Injuries that involve body tissues apart from bone are generally classified as soft tissue injuries. Sprains, strains and bruises are all soft tissue injuries, although the cause and tissues involved in each injury are different.

A sprain is an injury that involves the ligaments and other soft tissues around a joint, such as an ankle or wrist.

A strain occurs away from a joint and involves a torn or overstretched muscle or tendon, commonly in the calf, thigh or lower back.

A bruise is a soft tissue injury that involves the skin and nearby tissues following a blow or other forces that break a blood vessel close to the surface of the body. Bruising may be seen with either a sprain or strain.

Symptoms and signs – Not all may be present

  • pain at the site of the injury, often severe with a sprain or strain
  • loss of power in the injured area, especially with a sprained joint
  • swelling of injured area

How you can help

Apply ‘RICE’: Rest, Ice, Compression, Elevation.

1.      Assist the patient to rest in a comfortable position

  • Assist the patient into the position of greatest comfort, generally sitting with support or lying down.
  • Rest for up to 24 hours is helpful but gentle movement of the affected joint should be encouraged after that time.

2.      Apply ice for significant pain

  • An ice pack will help to reduce pain. It can be applied for 10 to 20 minutes at a time and can be repeated once if pain persists.
  • To get the best effect from the ice and to avoid burning the skin, always wrap an ice pack in a damp cloth before applying it.

Avoid prolonged or direct application of ice.

Apply ice for significant pain

Apply ice for significant pain

3.      Consider applying a compressing bandage

  • Use a good-quality crepe roller bandage on an injured limb.
  • Ensure that firm and even pressure is applied to the injured part without slowing the circulation of blood to the fingers or toes of the affected limb.
  • If the bandage increases the pain, DO NOT persist with it.
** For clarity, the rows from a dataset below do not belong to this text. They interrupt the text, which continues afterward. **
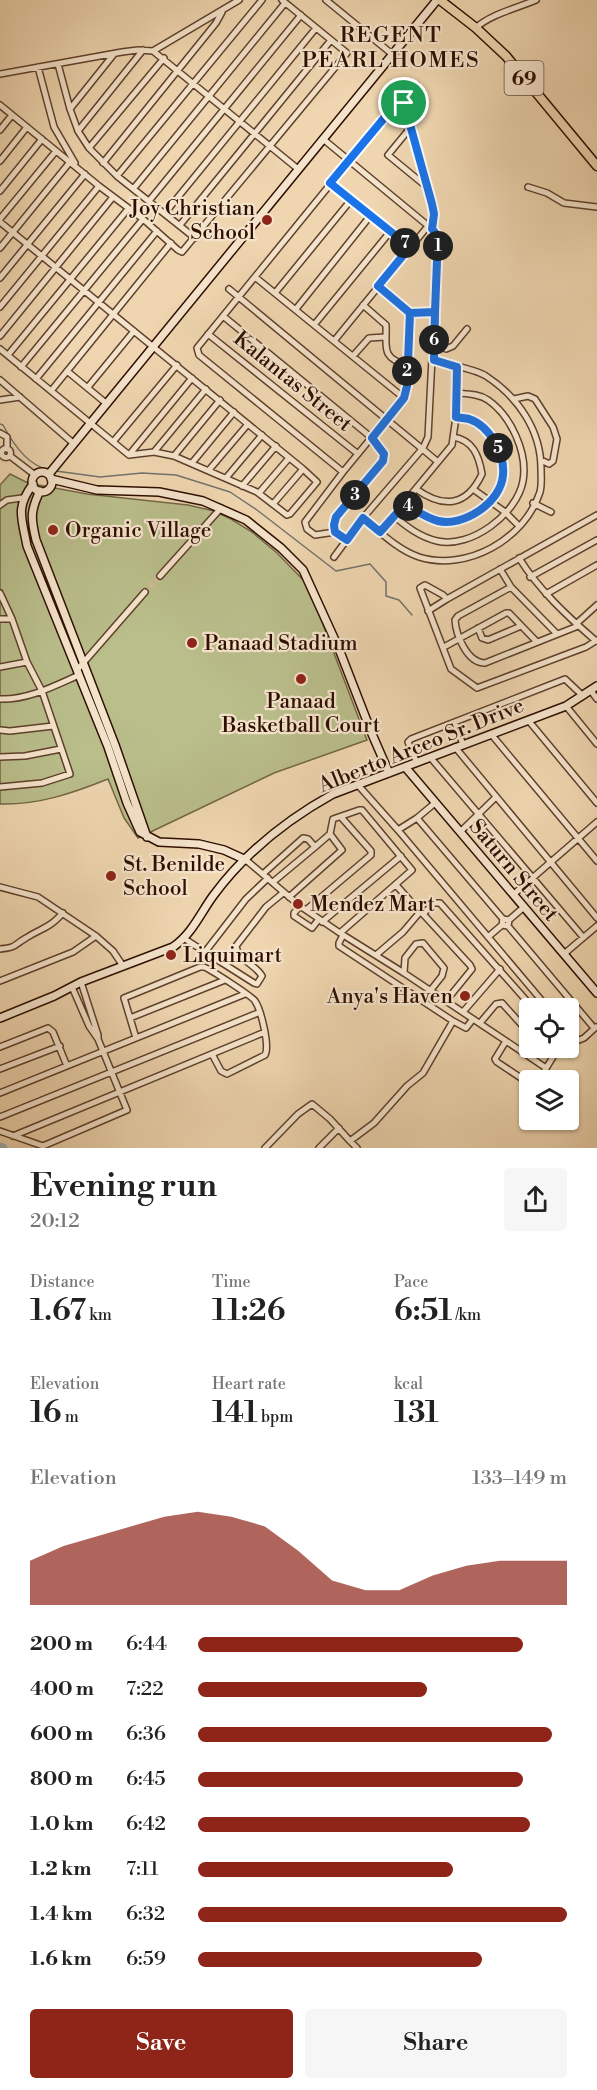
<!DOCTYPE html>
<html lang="en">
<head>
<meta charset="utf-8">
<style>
  :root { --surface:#fff; --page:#f6f6f6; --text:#222; --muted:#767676; --accent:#8f2418 }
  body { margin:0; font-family:"Libre Bodoni",serif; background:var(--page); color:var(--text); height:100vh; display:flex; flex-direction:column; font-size:22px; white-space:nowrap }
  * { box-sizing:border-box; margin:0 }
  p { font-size:20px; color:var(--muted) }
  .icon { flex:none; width:33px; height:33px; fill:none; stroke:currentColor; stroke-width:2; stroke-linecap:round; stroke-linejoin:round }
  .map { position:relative; height:1148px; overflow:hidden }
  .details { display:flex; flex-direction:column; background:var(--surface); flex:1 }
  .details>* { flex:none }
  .tools { position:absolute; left:519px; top:998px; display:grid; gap:12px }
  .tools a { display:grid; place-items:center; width:60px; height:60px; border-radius:6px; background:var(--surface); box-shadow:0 2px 4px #0004; font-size:30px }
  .pin { position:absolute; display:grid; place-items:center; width:51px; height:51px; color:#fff; margin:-26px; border:3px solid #fff; border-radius:50%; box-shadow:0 2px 6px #0007 }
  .km { position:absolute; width:30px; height:30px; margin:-15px; border-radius:50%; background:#222; color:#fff; font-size:16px; line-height:30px; text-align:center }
  .round { display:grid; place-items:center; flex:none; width:63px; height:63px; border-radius:6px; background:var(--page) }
  .summary { display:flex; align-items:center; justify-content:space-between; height:102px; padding:0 30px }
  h1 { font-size:33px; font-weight:600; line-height:45px }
  .metrics { display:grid; grid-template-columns:repeat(3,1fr); gap:9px; height:102px; padding:6px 30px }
  .metrics div { display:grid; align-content:center }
  .metrics b { font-size:30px; font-weight:600 }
  .metrics small { font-size:16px; font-weight:400 }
  .metrics p { font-size:16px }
  .chart { height:168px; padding:12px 30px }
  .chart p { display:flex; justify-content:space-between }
  .chart svg { width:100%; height:108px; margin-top:6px; fill:var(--accent); opacity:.7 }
  .button { display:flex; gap:12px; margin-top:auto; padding:12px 30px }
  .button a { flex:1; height:69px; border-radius:6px; background:var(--accent); color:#fff; font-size:24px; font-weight:600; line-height:69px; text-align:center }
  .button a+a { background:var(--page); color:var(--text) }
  ul { padding:0 30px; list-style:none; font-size:20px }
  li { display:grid; grid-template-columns:96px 72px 1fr; align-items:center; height:45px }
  li i { height:15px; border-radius:8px; background:var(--accent) }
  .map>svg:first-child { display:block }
  .green { fill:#b9be8b; stroke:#736646; stroke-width:1.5 }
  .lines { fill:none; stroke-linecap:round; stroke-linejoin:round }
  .stream { stroke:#72736e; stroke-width:1.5 }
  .river { stroke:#a0b6b8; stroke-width:9 }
  .street-tunnel { stroke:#d2b896; stroke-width:5; stroke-dasharray:5 2.5; stroke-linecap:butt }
  .street-casing { stroke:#5e402c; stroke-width:8 }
  .secondary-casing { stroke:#2d0e00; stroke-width:10 }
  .primary-casing { stroke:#2d0e00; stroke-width:11 }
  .street { stroke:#f5e4cc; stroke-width:5 }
  .secondary { stroke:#f5e4cc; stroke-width:7 }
  .primary { stroke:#efd6b0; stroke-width:8 }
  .route-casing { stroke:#fff; stroke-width:12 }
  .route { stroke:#1a73e8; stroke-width:8 }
  .poi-dot { fill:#8f2418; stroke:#f5e4cc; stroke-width:2 }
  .labels { text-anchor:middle; stroke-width:4.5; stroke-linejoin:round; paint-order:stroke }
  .shield { fill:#f5e4cc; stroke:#694e3d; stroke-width:1.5 }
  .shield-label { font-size:20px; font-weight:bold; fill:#2d0e00 }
  .poi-label { font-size:21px; fill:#2d0e00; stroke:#f5e4cc; text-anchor:start }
  .street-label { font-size:21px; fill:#2d0e00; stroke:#f5e4cc }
  .neighbourhood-label { font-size:22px; letter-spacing:1.5px; fill:#2d0e00; stroke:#f5e4cc }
</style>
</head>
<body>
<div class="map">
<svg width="597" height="1148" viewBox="0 0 597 1148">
  <rect width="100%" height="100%" fill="#efd6b0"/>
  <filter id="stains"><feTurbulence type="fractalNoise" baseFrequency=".00333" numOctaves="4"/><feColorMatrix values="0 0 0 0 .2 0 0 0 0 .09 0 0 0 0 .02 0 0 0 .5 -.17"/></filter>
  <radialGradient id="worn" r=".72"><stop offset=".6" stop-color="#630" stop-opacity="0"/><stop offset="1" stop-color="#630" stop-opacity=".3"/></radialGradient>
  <path class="green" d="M10 474 28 483 87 494 188 505 214 511 231 519 252 532 277 553 308 585 367 740 274 773 138 838 124 818 108 779C73 793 39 805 0 804V485Z"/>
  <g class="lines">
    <path class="stream" d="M0 424 3 425C12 442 27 465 47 469
      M56 471 100 477 142 473 176 475 230 492 257 510 336 571 370 564 386 582V596L399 600 412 615"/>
    <path class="river" d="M0 1147 3 1148"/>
    <path class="street-tunnel" d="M145 592 160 576"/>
    <defs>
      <path id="street" d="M326 0 392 54
        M476 28C489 15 517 8 536 0
        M153 51 298 169
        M58 64 70 109 78 131 89 148 117 176 195 238
        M38 67 54 127 75 163
        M0 74 122 52 138 50 153 51 239 0
        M404 103 432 204 434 215 432 229
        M0 105 99 186 143 219 178 250 182 252 347 53 282 0
        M70 109 114 54
        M411 127 388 155 427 187
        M0 130 12 115
        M78 131 143 50
        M323 139 432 229 438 236V240L428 437 423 448 363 518 334 557
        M89 148 164 58
        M0 161 27 127
        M103 163 216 23 222 12
        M117 176 262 0
        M330 183 410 247
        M528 187 547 193 564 203 597 207
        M134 188 285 3
        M0 191 42 139
        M149 201 301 15
        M165 213 316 28
        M0 219 56 151
        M0 222 303 469 317 482 290 514 287 515 257 492 174 456 154 452 129 455 0 349
        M180 225 331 40
        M0 248 70 162
        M255 277 404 398
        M0 278 85 174
        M229 289 438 462
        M275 293 351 200
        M363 305 386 325C387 346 380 358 407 365
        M0 307 99 186
        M296 309 371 215
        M410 313 435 312
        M223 316 372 438 384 454 383 461 336 517 334 524 335 532
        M314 325 390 232
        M208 334 358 454
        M0 336 113 197
        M334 341 428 226
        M434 343 446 349 453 346 467 329
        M8 355 128 209
        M353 356 369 338 385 337
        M21 367 143 219
        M67 371 107 404
        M36 379 157 231
        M0 380 73 443
        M88 387 134 331
        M51 391 171 243
        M514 399 528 396 535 399 553 427 557 439 553 461 549 464 541 460
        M0 400 20 397
        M0 433 7 437V449
        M113 442 177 365
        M1.5 453a4.5 4.5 0 1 1 9 0a4.5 4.5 0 1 1-9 0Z
        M154 452 206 389
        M129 455 192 378
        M10 456 35 475
        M174 456 220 400
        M192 463 234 412
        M209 470 248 424
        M343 472 199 355 197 348 390 111C401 102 414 101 416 85
        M226 478 262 435
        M242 486 276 446
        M416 489C444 509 467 506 482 474 479 456 473 440 453 437
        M473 489 505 512 519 526
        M259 493 289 458
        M533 503 551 512
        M273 504 303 469
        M405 504C417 512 431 522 447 522 460 522 475 515 484 506 521 474 500 425 456 417
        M0 505 7 500 22 498
        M394 516C407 527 420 537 437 541 471 549 517 514 523 481 528 453 511 416 488 400 479 394 468 394 457 393
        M363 518C380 532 398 550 419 557 467 572 525 539 540 492 542 485 541 476 541 469 541 430 518 397 486 376 476 369 446 364 433 360
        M380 532 452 445 456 417 457 367
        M347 540 335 532 315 535 307 529 305 522 343 472 404 398 407 386 410 313 378 286
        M519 558C539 590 567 616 596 641
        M500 569 511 587 557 634
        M160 576 221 508
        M530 577 597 540
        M511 587 458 616 455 620C456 635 467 663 485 663L578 626
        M0 593 12 619 27 662 42 691 70 774 42 783 0 787
        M546 594 597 565
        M447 599 443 595 425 585 420 588 451 669 477 688 586 647 597 640
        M428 611 447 599 597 515
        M0 619H12
        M576 624 597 605
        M478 628 482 638 488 640 521 626
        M444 647 506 613H509L537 642
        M0 667 27 662
        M77 670 145 592
        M591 691 597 699
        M0 699C28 700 54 686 79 675
        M566 706 597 744
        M528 720 597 803
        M455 722 463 745
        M0 730 10 731 53 726
        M491 734 597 861
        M455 747 597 918
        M0 757 25 756 61 749
        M430 757 583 937
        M417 763 408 742 411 739 565 679 583 696
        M358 785 398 830 548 1008
        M417 818 503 919
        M398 830 417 818 435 803
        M460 832 495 798
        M246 860 300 906 340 933
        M264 873 303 838 308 839 315 847 330 834 333 819 359 810H362L412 870 340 933 404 973 506 1041 495 1059 497 1062 530 1084
        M268 878 246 899 205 952 254 983 257 984 262 976C256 965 237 959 236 946L266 907 283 893
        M273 882 315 847
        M396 885 420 912
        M0 887 38 897 96 936 113 951 123 966
        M514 894 597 822
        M289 897 342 850 330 834
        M300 906 294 913V916L312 928 319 919
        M306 910 371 855V851L341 817
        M423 914 470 965 472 969 446 1001
        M509 920 503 919 502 925 508 926 509 920 524 907
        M322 922 401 856
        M508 926 594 1028
        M343 935 339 943V946L453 1021 466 1028 473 1019
        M488 937 502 925
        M185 939 205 952
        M0 949C18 947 12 946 26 938 43 927 47 930 63 913
        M564 954 597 926
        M376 955 403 932 420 912 423 914 434 903H440L533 1008
        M404 973 405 958 416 944 423 943 444 968 442 976 430 991
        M0 981 73 952 96 936
        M72 987 89 1026 98 1039
        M463 1012 500 969
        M130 1018 225 980
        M480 1023 496 1004 502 1003 530 1034
        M568 1032 574 1039 579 1040 584 1038 596 1027
        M136 1038 124 998 200 967H204C210 969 253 997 255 1001 261 1010 270 1046 265 1055L227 1074 221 1071 212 1054
        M506 1041 546 1068
        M0 1047 48 1028 53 1032 67 1066
        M0 1069 60 1046
        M539 1080 559 1047
        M0 1093 245 994
        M0 1117 258 1013
        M0 1131 43 1146 127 1110 98 1039V1035L81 982
        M13 1136 265 1032
        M350 1141 357 1148
        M265 1148 298 1114 312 1104 330 1119 350 1141 374 1123 407 1086 423 1073 453 1021
        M319 1148 339 1128"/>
      <path id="secondary" d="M32 482a10 10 0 1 1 20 0a10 10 0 1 1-20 0Z
        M49 474 437 0
        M51 479 97 490 159 492 203 501 246 520 281 548 303 570 339 649 372 734 389 773
        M33 484C15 508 22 518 27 546L108 747 127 803 140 832 159 842 199 844 224 850 246 860
        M40 491C30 511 31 519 36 540L115 745 147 837
        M406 768 597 993
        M0 1018 54 996 81 982 173 947C192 934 200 914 213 896 244 854 288 819 333 794L566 706 597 686"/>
      <path id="primary" d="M440 0 476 28 506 56 597 166"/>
    </defs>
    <use href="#street" class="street-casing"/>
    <use href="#secondary" class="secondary-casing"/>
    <use href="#primary" class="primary-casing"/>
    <use href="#street" class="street"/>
    <use href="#secondary" class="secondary"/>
    <use href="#primary" class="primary"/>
  </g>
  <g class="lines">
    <defs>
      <path id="route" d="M404 103 432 204 434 214 432 229 438 236 435 312 410 313 407 386 404 398 372 438 384 454 383 461 336 517 334 525 335 532 347 540 363 518 380 532 405 504C415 510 426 518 438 521 463 527 501 503 503 475 505 454 490 426 469 419 465 418 460 418 456 417L457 367 434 360 435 312 410 313 378 286 410 247 330 183 390 111 404 103"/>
    </defs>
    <use href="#route" class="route-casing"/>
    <use href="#route" class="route"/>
  </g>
  <g class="poi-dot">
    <circle cx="267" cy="220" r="6"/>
    <circle cx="53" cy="530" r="6"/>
    <circle cx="192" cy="643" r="6"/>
    <circle cx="301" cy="679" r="6"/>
    <circle cx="111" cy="876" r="6"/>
    <circle cx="298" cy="904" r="6"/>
    <circle cx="171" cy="955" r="6"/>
    <circle cx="465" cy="996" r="6"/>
  </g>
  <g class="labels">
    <rect class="shield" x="504.5" y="61" width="39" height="34" rx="4.5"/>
    <g class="shield-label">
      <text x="524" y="85">69</text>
    </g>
    <g class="poi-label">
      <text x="255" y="215" text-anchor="end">Joy Christian<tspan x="255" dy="24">School</tspan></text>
      <text x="65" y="537">Organic Village</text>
      <text x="204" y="650">Panaad Stadium</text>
      <text x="301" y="708" text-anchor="middle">Panaad<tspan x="301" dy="24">Basketball Court</tspan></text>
      <text x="123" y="871">St. Benilde<tspan x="123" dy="24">School</tspan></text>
      <text x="310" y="911">Mendez Mart</text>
      <text x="183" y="962">Liquimart</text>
      <text x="453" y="1003" text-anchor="end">Anya's Haven</text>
    </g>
    <g class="street-label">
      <text transform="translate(293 381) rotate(39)" y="7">Kalantas Street</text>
      <text transform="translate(421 745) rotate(-22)" y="7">Alberto Arceo Sr. Drive</text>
      <text transform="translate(514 870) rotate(50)" y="7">Saturn Street</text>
    </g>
    <g class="neighbourhood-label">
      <text x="391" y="42">REGENT<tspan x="391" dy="25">PEARL HOMES</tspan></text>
    </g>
  </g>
  <rect width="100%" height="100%" filter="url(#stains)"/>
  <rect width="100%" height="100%" fill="url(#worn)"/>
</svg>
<div class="tools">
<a><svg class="icon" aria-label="locate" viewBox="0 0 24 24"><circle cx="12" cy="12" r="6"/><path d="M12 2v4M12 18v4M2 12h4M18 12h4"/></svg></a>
<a><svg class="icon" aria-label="layers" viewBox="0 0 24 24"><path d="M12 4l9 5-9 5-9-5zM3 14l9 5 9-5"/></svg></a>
</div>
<div class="pin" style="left:404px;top:103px;background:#1e9e55"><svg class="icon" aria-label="arrive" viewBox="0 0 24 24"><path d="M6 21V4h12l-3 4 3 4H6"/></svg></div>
<b class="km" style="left:438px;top:246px">1</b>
<b class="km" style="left:407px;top:371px">2</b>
<b class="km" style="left:355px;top:495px">3</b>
<b class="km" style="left:408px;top:506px">4</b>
<b class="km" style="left:498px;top:448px">5</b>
<b class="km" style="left:434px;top:340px">6</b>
<b class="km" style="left:405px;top:243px">7</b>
</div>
<section class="details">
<div class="summary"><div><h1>Evening run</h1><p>20:12</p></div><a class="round"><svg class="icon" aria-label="share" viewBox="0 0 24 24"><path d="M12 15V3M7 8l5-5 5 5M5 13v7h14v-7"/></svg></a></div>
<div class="metrics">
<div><p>Distance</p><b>1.67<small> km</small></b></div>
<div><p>Time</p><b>11:26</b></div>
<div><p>Pace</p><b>6:51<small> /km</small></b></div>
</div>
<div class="metrics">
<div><p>Elevation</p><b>16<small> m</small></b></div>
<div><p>Heart rate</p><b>141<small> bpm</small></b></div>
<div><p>kcal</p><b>131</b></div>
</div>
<div class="chart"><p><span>Elevation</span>133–149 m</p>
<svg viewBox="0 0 160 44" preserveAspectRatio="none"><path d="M0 44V26L10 20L20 16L30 12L40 8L50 6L60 8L70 12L80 22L90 34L100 38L110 38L120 32L130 28L140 26L150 26L160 26V44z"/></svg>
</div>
<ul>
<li><b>200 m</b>6:44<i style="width:88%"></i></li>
<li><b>400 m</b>7:22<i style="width:62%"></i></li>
<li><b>600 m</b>6:36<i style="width:96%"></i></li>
<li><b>800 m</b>6:45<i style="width:88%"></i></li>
<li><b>1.0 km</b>6:42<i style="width:90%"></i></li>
<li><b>1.2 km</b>7:11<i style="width:69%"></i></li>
<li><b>1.4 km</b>6:32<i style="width:100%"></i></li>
<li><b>1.6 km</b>6:59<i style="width:77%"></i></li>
</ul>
<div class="button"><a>Save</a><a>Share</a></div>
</section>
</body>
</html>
A compressing bandage is not always necessary. However it may be useful if there is visible bruising.

4.      Keep the injured area elevated and at rest and arrange for medical advice

  • Ensure rest with elevation of the injured area for the first 24 to 48 hours.
  • Use simple pain relief such as paracetamol during the first 24 to 48 hours, following directions on the package.
  • Patients who have significant loss of function or severe pain should be seen by a doctor or physiotherapist. All patients should be advised to see a doctor or physiotherapist if their symptoms are not improving within two days, or earlier if worsening.
Keep the injured area elevated and at rest and arrange for medical advice

Keep the injured area elevated and at rest and arrange for medical advice

If the patient is in severe pain, or unable to be assisted to a car for transport – call 111 for an ambulance.

If the injury involves the lower back or neck, an ambulance is the best form of transport to avoid risk of further injury and stress.